Once possible binding geometries have been identified, investigations can be limited to exploring interfaces in the vicinity of these geometries. We could build various filamentous structures with large ranges of pitch values without changing the protomer structure but by slightly changing protomer/protomer contacts; this produced noticeable variations in the corresponding theoretical scattering curves that could be used to identify correlations between scattering values and helical parameters and extrapolate values for the solution structure. The resulting pitch value of 72 Å significantly deviates from the value of 87.7 Å measured in the early crystal structure Story et al. [8] but falls in the range of reported values obtained by EM or inferred from SAXS data [12,25,35,43,56], along with a more recent crystal structure of a RecA filament obtained without ADP or DNA [42]. The observed deviation of the number of monomers per turn when going from the crystal to the solution structure (6.0 vs. 6.4) could be expected based on the fact that crystallization of the compressed filament with exactly six monomers per turn may constrain the protomer–protomer interfaces to deviate from the most favorable (relaxed) binding geometries [9].

The RecA nucleoprotein assembly is a multicomponent complex; as such, the compatibility of each assembly component depends on the adjustment of RecA–RecA interfaces. For the extended form, it appears that the interface that makes possible the multicomponent assemblage can be stabilized only in the presence of ATP and a magnesium ion. Indeed, in the crystal structure by Chen and coll [9], a magnesium ion coordinates the cofactor ${\mathrm{ADP-AlF}}^{4+}$, a non-hydrolyzable homolog of ATP, with RecA residues. Our results indicate that the presence of this magnesium ion is necessary to stabilize that interface. They also strongly suggest that the stabilization of only one interface over three is sufficient to cooperatively drive the whole filament structure to an extended form, with homogeneous RecA–RecA binding geometries.
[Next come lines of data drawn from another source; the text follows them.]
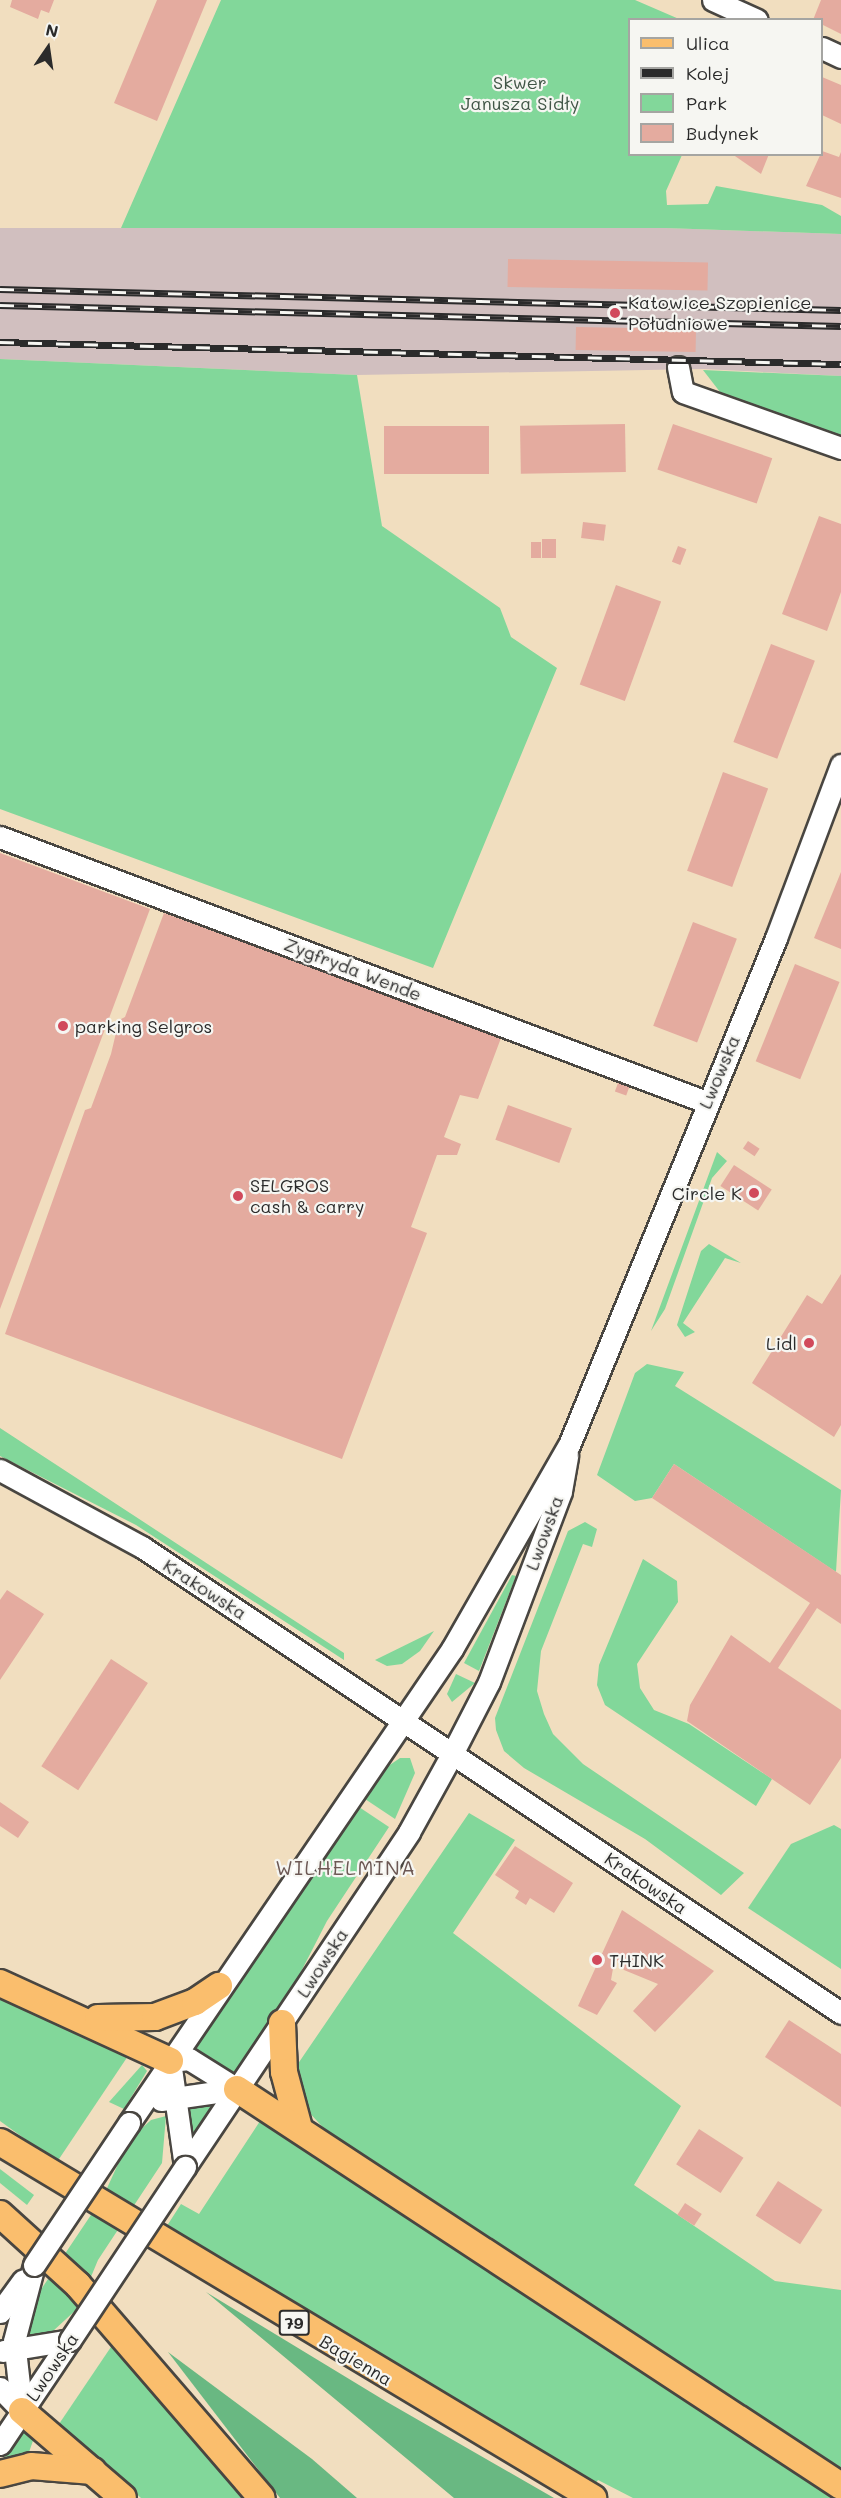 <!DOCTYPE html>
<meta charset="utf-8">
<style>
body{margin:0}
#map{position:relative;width:841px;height:2498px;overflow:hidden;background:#f1debf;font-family:Mali,sans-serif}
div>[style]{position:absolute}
.industrial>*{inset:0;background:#d1bfbf}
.green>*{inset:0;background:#82d79a}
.forest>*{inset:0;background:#69b882}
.building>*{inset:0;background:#e4ab9f;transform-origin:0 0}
.roads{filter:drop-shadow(2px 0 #494641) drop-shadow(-2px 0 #494641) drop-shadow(0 2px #494641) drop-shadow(0 -2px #494641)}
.minor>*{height:21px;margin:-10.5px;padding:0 10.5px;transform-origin:10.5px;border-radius:10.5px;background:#fff}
.major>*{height:26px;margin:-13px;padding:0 13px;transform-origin:13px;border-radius:13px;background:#fabe6d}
.rail>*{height:7px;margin-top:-3.5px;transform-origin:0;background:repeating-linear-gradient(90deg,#f6f6f2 0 14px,#2b2b2b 0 28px);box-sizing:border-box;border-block:2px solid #2b2b2b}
.bridges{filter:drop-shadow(2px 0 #494641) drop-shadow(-2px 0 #494641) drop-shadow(0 2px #494641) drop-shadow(0 -2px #494641)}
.minor-bridge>*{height:21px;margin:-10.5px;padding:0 10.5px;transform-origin:10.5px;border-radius:10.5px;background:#fff}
.dots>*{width:16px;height:16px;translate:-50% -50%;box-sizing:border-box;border:3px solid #f6f6f2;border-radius:50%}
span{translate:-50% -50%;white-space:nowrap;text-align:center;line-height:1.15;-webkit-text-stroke:4.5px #f6f6f2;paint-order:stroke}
.shield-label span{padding:2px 4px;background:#f6f6f2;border:2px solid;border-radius:4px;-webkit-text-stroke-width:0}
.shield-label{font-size:16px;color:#2b2b2b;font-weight:700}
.park-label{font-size:18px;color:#415647}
.poi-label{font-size:18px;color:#2b2b2b}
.left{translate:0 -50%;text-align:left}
.right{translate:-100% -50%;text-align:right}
.street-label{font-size:18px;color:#2b2b2b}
.neighbourhood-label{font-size:20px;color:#6c5854;letter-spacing:1.5px}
.legend{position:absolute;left:628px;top:18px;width:195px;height:138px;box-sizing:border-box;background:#f6f6f2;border:2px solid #a5a5a2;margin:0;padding:8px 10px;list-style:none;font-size:18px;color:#2b2b2b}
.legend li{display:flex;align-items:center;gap:12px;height:30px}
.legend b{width:30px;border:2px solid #a5a5a2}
.north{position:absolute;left:18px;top:18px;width:60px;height:60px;-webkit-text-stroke:4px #f6f6f2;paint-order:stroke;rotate:13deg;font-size:16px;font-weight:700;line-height:24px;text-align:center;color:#2b2b2b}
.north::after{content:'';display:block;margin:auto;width:21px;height:27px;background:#2b2b2b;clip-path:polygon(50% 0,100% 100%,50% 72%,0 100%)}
</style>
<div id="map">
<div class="industrial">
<div style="clip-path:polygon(0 228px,665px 228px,841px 234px,841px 376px,703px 369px,357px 375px,0 359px)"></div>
</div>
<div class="green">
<div style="clip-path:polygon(221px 0,635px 0,679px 19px,630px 20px,630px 154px,682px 155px,666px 191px,667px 205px,708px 204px,716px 186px,822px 205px,841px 216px,841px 234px,665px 228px,121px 228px)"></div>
<div style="clip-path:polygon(0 359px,357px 375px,382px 526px,500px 608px,511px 637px,557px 668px,433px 968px,0 809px)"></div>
<div style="clip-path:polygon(703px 370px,841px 376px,841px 436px,720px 392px)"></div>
<div style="clip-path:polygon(717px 1152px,727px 1161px,712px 1178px,665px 1309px,651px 1331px)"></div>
<div style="clip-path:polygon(709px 1244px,741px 1263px,725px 1258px,683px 1323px,695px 1332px,685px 1337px,677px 1325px,701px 1251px)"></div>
<div style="clip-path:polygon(647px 1364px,684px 1372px,675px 1386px,841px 1490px,836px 1572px,674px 1464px,652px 1498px,635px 1501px,597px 1475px,635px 1373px)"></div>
<div style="clip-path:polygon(0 1428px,344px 1653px,344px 1660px,136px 1525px,0 1456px)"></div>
<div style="clip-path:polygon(585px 1522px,597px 1529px,592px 1547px,583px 1544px,541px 1651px,537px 1691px,544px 1714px,553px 1734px,583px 1764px,744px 1873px,721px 1895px,645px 1839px,524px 1768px,504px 1751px,496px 1730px,495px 1718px,568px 1531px)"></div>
<div style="clip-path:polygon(643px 1559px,677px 1581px,678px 1602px,637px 1664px,640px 1688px,654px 1710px,689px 1724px,772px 1779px,756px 1806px,605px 1705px,597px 1685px,599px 1665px)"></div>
<div style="clip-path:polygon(512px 1575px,516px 1576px,479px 1671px,464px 1663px)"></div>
<div style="clip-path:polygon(434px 1631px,420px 1651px,402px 1664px,387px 1666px,375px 1660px)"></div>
<div style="clip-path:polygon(456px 1674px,475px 1683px,452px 1702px,447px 1694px)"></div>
<div style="clip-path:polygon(400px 1758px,410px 1758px,415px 1773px,395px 1819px,362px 1797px,378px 1773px)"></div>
<div style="clip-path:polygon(356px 1805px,389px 1827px,327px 1921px,289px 1995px,236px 2073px,193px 2051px)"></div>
<div style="clip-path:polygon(469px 1813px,515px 1840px,453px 1933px,681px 2106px,634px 2185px,775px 2281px,841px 2290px,841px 2473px,329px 2134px,306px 2109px,293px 2071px)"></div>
<div style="clip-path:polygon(834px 1825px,841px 1829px,841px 1969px,748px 1908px,791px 1844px)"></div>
<div style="clip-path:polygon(0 1996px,130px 2053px,57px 2162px,0 2121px)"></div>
<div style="clip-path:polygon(142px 2065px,147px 2071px,124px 2109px,109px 2102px)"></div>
<div style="clip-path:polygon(214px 2101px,215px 2104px,192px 2135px,187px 2106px)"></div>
<div style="clip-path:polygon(166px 2116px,162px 2163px,98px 2260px,78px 2308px,52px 2332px,26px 2337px,36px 2297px,103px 2197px,129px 2140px,151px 2120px)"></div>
<div style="clip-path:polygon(262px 2118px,839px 2498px,633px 2498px,598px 2480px,594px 2486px,163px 2232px,181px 2204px,199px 2214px)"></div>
<div style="clip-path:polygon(0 2169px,34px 2195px,27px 2205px,0 2183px)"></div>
<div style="clip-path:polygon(115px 2341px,155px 2390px,242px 2498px,141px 2498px,59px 2424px)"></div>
<div style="clip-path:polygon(26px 2426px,36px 2432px,27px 2458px,2px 2460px)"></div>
</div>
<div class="forest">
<div style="clip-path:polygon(206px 2292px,387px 2402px,554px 2498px,454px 2498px)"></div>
<div style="clip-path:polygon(168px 2352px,312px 2459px,357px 2498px,280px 2498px)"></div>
</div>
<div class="building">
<div style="clip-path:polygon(12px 0,54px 0,49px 13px,41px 10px,38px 19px,10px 7px)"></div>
<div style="clip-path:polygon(157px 0,207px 0,157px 121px,114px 103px)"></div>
<div style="clip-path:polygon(821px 0,841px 0,841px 34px,813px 20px)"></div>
<div style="clip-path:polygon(822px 77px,841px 85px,841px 124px,822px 115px)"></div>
<div style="clip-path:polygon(822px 151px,839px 157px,841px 152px,841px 198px,806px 186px)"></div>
<div style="clip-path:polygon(732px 154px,769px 154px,761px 174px)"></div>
<div style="left:508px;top:259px;width:200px;height:28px;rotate:1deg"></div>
<div style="left:576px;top:327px;width:120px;height:23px;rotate:1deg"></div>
<div style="left:625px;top:424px;width:48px;height:105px;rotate:89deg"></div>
<div style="left:673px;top:424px;width:105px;height:48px;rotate:19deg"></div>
<div style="left:384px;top:426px;width:105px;height:48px"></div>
<div style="clip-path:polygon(819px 516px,841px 524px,841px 592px,827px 631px,782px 614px)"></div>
<div style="left:583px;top:522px;width:23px;height:16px;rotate:7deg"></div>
<div style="left:542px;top:539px;width:14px;height:19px"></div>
<div style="left:531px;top:542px;width:10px;height:16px"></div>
<div style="left:678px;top:546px;width:9px;height:17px;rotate:21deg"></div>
<div style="left:616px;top:585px;width:48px;height:106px;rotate:20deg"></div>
<div style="left:771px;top:644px;width:47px;height:105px;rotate:21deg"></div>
<div style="left:723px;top:772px;width:48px;height:105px;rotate:20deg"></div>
<div style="clip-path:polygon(0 853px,150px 909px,0 1309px)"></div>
<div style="clip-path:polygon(841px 872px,841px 949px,814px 938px)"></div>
<div style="clip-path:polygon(164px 913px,501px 1038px,478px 1099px,460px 1095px,444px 1137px,461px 1144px,457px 1155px,437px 1155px,411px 1227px,427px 1233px,342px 1459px,5px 1334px,85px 1110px,91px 1108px,111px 1054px,119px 1020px,125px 1017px)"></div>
<div style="left:693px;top:922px;width:47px;height:111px;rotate:21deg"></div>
<div style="left:795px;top:964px;width:48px;height:105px;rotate:22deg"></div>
<div style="left:618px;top:1083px;width:12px;height:9px;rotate:20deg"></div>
<div style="left:508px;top:1105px;width:68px;height:37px;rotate:20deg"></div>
<div style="left:748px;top:1141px;width:14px;height:9px;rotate:34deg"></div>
<div style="left:734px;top:1165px;width:45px;height:25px;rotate:33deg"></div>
<div style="clip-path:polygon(841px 1274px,841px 1425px,834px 1437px,752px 1383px,807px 1295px,822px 1304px)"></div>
<div style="clip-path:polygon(674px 1464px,841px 1575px,841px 1624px,817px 1608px,778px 1668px,841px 1710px,841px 1758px,810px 1805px,687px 1721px,690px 1705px,731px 1635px,770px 1663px,810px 1603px,652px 1498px)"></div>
<div style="clip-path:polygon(7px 1590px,44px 1614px,0 1680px,0 1600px)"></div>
<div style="left:111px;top:1659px;width:44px;height:128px;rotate:33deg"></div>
<div style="clip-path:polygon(0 1802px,29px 1822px,18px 1838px,0 1826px)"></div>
<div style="clip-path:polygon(515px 1846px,573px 1883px,554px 1913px,530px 1898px,526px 1905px,515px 1898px,519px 1891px,495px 1875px)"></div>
<div style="clip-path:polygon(622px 1910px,714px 1971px,655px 2032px,633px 2011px,658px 1984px,624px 1970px,615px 1957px,611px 1980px,617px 1983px,597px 2015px,578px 2006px)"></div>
<div style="clip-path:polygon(789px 2020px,841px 2054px,841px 2107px,765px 2057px)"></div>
<div style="left:699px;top:2129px;width:53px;height:42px;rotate:33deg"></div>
<div style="left:778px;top:2181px;width:53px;height:41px;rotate:33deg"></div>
<div style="left:685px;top:2203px;width:20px;height:14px;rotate:33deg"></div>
</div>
<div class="roads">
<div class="minor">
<div style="left:713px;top:0;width:48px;rotate:24.4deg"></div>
<div style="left:822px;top:48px;width:21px;rotate:25deg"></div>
<div style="left:678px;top:367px;width:25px;rotate:79deg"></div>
<div style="left:683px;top:392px;width:168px;rotate:19.5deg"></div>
<div style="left:0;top:837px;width:754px;rotate:20.57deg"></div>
<div style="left:0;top:1470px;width:162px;rotate:28.5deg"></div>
<div style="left:142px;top:1547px;width:840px;rotate:33.69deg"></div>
<div style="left:170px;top:2061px;width:107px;rotate:81.9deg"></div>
<div style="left:170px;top:2061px;width:19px;rotate:-6deg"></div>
<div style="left:189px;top:2059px;width:57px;rotate:32deg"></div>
<div style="left:161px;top:2100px;width:77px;rotate:-8.2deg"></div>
<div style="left:129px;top:2123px;width:574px;rotate:-55.73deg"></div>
<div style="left:452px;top:1649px;width:235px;rotate:-60.2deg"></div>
<div style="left:569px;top:1445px;width:548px;rotate:-67.79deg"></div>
<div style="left:776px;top:938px;width:185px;rotate:-69.4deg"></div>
<div style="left:185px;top:2167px;width:403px;rotate:-56.2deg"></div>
<div style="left:409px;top:1832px;width:89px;rotate:-61.1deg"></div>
<div style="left:452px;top:1754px;width:81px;rotate:-62.8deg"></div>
<div style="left:489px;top:1682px;width:204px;rotate:-69.3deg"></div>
<div style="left:561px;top:1491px;width:36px;rotate:-80deg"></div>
<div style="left:0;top:2312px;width:39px;rotate:-54deg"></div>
<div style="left:3px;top:2351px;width:68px;rotate:-9.3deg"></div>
<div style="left:0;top:2388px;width:32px;rotate:46deg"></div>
<div style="left:22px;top:2411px;width:70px;rotate:-96.5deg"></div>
<div style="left:14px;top:2341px;width:79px;rotate:-75.3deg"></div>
<div style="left:0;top:2444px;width:125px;rotate:-56.1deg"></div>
</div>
<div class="major">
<div style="left:0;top:1983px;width:187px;rotate:24.6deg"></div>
<div style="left:98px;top:2018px;width:57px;rotate:-1deg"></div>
<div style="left:155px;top:2017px;width:43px;rotate:-20.6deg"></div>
<div style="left:195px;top:2002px;width:29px;rotate:-34deg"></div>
<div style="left:282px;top:2023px;width:49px;rotate:87.7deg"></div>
<div style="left:284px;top:2072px;width:58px;rotate:75deg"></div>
<div style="left:237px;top:2089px;width:723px;rotate:33.32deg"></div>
<div style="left:0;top:2142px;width:692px;rotate:30.98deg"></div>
<div style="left:0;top:2214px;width:105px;rotate:42.3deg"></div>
<div style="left:78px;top:2285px;width:281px;rotate:49.2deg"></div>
<div style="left:22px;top:2411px;width:133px;rotate:40.7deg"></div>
<div style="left:0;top:2474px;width:32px;rotate:-14deg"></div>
<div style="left:31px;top:2466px;width:62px;rotate:4.6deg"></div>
</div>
</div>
<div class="rail">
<div style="left:0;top:289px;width:841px;rotate:1.43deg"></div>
<div style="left:0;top:305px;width:841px;rotate:1.43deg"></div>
<div style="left:0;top:342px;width:841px;rotate:1.5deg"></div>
</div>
<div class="bridges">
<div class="minor-bridge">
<div style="left:34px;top:2265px;width:171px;rotate:-56.2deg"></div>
<div style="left:70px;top:2340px;width:208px;rotate:-56.4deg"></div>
</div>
</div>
<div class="dots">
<div style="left:615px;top:313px;background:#d1495b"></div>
<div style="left:63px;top:1026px;background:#d1495b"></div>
<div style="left:754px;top:1193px;background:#d1495b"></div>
<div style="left:238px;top:1196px;background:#d1495b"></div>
<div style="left:809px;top:1343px;background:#d1495b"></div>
<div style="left:597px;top:1960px;background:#d1495b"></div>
</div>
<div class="shield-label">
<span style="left:294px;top:2323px">79</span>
</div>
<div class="park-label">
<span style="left:520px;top:93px">Skwer<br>Janusza Sidły</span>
</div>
<div class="poi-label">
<span class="left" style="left:628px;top:313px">Katowice Szopienice<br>Południowe</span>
<span class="left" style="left:75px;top:1026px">parking Selgros</span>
<span class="left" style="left:250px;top:1196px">SELGROS<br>cash &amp; carry</span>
<span class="right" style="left:742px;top:1193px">Circle K</span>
<span class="right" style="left:797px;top:1343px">Lidl</span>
<span class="left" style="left:609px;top:1960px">THINK</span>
</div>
<div class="street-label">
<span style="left:353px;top:969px;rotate:21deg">Zygfryda Wende</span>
<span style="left:719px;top:1072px;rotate:-67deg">Lwowska</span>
<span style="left:544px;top:1533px;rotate:-70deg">Lwowska</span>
<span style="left:205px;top:1589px;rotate:33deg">Krakowska</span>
<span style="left:646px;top:1883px;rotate:34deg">Krakowska</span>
<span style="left:322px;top:1963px;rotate:-57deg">Lwowska</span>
<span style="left:356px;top:2360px;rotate:31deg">Bagienna</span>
<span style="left:52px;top:2367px;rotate:-56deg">Lwowska</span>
</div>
<div class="neighbourhood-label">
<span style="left:346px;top:1867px">WILHELMINA</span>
</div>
<ul class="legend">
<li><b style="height:8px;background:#fabe6d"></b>Ulica</li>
<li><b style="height:8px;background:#2b2b2b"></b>Kolej</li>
<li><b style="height:16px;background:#82d79a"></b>Park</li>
<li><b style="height:16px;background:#e4ab9f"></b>Budynek</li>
</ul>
<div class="north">N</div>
</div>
Constructing the filament with a correct interface is a key issue when inferring the structure from the SAXS signal. The binding geometry will determine which amino acids are accessible to the solvent or to binding a partner molecule, how the residues are distributed along the filament interior, or the width of the filament groove [18]. In the case of the RecA oligomer, the topology of the helical groove resulting from the assembly in the extended form permits binding the LexA protein and inducing its self-cleavage; conversely, the RecX protein that exerts control of the homologous recombination process only binds in the groove of the compressed form [57]. In the present model (Figure 4 right and Supplementary Information 4), the adjustment of consecutive monomers based on the SAXS-defined interface enables the formation of a deep continuous track situated between the RecA loops L1 and L2, where a DNA strand perfectly fits. This track is mostly conserved between the compressed and the extended form, which may explain the possible interconversion between the two forms in spite of a large amplitude interface change. The function is therefore tightly associated with the monomer–monomer binding mode. We emphasize the need to pay special attention to the mode of associating protomers in a helical filament in addition to recovering the global shape when modeling solution structures of filamentous assemblies based on SAXS data.